Depois de 20 horas de vôo divididas por uma espera de 10 horas no aeroporto de Londres, chegamos pela manhã em Islamabad, capital do Paquistão, onde um simpático funcionário da embaixada brasileira nos recebeu no aeroporto pequeno mas com lugar atapetado garantido e cercado pra quem quiser rezar. Seguimos de carro para Lahore, a 380 km dali. Pela janela horizontes desertos sem fim, um chão arenoso em tons de bege e cinza, colorido de tempos em tempos pelas roupas multicores e esvoaçantes de trabalhadores do campo ou andarilhos indo de um nada pra outro. E pelos ônibus e caminhões, também coloridos, cheios de desenhos, bordas trabalhadas, lotados de coisa e de gente.

Nas paradas o motorista nos ia apontando integrantes do Taliban, identificados pelas roupas e comprimento da barba. Aos poucos saberia reconhecê-los pelo olhar. Uma mistura de medo e desprezo: mulher e ainda sem véu…

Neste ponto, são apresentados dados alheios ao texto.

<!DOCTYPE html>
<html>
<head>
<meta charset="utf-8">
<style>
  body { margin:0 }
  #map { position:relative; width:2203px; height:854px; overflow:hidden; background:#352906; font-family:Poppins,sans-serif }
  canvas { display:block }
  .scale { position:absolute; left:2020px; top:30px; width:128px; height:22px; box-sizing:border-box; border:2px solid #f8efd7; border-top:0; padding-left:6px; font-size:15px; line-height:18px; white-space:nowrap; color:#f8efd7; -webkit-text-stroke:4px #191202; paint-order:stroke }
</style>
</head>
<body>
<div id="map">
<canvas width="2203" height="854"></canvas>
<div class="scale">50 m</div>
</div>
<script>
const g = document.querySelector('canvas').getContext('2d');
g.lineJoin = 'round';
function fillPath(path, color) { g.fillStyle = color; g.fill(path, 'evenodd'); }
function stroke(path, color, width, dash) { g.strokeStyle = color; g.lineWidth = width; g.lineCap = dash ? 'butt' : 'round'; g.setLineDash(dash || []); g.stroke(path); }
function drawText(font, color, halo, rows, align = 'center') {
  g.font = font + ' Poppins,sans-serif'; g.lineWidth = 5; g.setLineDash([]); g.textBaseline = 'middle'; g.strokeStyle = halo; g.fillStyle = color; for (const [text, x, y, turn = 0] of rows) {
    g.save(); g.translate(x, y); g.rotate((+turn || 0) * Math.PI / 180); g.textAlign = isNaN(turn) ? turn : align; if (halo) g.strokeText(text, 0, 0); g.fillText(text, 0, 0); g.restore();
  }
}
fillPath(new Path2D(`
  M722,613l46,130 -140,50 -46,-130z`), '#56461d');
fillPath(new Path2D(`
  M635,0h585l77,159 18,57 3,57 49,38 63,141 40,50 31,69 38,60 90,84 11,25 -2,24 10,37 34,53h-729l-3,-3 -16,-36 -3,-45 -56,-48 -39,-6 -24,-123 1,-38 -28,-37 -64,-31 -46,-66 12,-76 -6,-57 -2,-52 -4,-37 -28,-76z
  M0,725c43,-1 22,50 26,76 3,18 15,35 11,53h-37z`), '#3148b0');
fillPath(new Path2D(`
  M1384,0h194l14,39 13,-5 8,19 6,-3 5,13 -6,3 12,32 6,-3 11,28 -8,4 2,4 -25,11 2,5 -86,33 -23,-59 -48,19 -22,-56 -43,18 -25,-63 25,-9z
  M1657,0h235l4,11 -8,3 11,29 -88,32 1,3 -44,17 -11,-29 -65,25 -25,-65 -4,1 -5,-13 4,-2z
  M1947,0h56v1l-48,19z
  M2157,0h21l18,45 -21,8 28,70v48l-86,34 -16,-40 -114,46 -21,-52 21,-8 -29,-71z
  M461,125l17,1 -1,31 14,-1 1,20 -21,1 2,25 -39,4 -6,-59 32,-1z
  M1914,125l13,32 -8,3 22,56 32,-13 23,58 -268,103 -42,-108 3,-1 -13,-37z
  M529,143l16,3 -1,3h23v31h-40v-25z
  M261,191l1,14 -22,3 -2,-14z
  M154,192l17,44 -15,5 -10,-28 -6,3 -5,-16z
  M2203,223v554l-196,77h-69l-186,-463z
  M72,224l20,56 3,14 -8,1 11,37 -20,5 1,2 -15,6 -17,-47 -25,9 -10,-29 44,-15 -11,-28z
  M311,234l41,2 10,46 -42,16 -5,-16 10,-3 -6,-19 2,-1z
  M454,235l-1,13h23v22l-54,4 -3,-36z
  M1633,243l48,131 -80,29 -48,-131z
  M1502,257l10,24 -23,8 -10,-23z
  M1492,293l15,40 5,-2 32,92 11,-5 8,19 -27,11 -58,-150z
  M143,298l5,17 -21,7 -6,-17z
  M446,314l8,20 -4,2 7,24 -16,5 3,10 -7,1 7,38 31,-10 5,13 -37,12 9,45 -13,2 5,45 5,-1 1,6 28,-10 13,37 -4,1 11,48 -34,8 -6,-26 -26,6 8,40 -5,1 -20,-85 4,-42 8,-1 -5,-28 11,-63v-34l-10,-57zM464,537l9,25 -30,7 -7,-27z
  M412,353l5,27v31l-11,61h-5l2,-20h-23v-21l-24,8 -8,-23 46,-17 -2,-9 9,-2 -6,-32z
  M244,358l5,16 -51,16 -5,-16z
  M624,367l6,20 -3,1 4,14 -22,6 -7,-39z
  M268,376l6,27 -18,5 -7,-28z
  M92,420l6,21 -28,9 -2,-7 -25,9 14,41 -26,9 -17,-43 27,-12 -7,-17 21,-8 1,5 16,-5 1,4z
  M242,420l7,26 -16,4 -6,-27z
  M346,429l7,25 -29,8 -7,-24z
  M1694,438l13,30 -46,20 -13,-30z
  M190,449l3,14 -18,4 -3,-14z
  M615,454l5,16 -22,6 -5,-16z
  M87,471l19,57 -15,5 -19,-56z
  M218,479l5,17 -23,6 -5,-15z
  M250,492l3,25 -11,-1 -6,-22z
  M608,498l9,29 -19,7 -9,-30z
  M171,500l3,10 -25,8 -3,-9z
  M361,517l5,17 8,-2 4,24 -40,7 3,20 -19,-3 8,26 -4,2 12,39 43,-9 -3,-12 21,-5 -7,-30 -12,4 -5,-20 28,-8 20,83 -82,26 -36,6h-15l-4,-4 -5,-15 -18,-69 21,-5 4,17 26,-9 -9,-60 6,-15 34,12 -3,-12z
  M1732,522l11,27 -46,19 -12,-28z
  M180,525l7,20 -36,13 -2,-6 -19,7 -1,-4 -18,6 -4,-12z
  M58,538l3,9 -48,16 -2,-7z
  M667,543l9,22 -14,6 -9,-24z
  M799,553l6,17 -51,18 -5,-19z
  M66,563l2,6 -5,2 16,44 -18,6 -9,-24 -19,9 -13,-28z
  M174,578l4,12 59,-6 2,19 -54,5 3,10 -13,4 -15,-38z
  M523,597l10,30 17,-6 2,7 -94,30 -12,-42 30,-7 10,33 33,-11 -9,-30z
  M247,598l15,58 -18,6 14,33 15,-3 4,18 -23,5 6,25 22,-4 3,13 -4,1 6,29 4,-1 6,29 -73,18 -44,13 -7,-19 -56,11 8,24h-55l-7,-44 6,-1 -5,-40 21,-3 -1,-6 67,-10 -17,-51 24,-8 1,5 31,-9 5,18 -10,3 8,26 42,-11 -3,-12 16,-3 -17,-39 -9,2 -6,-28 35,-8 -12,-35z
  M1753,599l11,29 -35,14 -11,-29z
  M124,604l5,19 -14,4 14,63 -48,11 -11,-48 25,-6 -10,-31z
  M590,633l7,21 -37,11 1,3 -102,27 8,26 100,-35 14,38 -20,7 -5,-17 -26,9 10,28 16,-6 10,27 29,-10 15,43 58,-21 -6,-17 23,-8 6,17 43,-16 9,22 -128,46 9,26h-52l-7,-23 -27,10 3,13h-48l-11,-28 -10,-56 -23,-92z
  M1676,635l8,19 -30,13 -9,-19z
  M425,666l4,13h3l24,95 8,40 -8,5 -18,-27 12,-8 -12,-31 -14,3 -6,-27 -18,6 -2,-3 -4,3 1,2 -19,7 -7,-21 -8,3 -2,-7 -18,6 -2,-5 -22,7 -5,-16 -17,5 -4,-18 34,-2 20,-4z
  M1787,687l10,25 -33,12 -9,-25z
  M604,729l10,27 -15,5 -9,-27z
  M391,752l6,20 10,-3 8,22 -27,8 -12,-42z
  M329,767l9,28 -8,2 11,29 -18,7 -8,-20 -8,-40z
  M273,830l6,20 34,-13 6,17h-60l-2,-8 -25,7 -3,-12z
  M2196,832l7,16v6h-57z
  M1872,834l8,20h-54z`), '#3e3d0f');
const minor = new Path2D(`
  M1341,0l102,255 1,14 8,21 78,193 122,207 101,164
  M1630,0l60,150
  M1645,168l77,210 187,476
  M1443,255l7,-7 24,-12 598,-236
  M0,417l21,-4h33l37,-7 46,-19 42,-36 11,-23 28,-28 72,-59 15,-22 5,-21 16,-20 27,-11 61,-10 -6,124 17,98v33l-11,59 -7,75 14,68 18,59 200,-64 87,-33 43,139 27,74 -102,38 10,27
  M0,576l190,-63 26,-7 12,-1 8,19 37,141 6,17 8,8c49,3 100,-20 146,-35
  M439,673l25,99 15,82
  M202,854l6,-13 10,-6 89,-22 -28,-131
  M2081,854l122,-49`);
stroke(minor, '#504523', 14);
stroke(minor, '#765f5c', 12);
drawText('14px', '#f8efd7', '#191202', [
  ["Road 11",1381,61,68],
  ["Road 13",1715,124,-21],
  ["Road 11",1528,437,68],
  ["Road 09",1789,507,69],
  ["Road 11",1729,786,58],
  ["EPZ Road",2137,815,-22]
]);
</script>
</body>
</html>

A chegada se deu por uma periferia sem fim, até chegar na parte rica da cidade, mostrando uma disparidade que bem conhecemos entre uma classe alta, ocidentalizada ou não, e o ´resto´. Um trânsito que pode ser comparado ao dobro do volume de carros de São Paulo, mas com os motoristas do Rio de Janeiro… motos carregando famílias inteiras, um homem, uma ou duas mulheres (sempre sentadas de lado), o bebê e as crianças. Algumas carroças puxadas por cavalos e muitos táxis triciclos, com a audácia dos nossos motoboys. E todos andando ao contrário, que lá foi colônia inglesa, quando tudo ainda era a Índia. O Paquistão passou a existir como país de maioria absoluta muçulmana com o fim do Império Britânico na região em 1947.

O festival

Dez dias e noites de música, teatro, teatro de bonecos, cinema e dança. Artistas de quarenta países diferentes, de todos os continentes. Sete salas-tenda para dança, teatro e teatro de bonecos, três espaços para cinema e teatro, e um palco arena ao ar livre para os shows musicais, com capacidade para quatro mil pessoas. O World Performing Arts Festival acontece em Lahore desde 1992, quando começou como um festival de Teatro de Bonecos, organizado pelo Rafi Peer Theatre Workshop, da tradicional família de artistas Peerzada. É hoje o maior festival do sudeste da Ásia, e um dos principais eventos a promover a troca cultural e artística entre Oriente e Ocidente.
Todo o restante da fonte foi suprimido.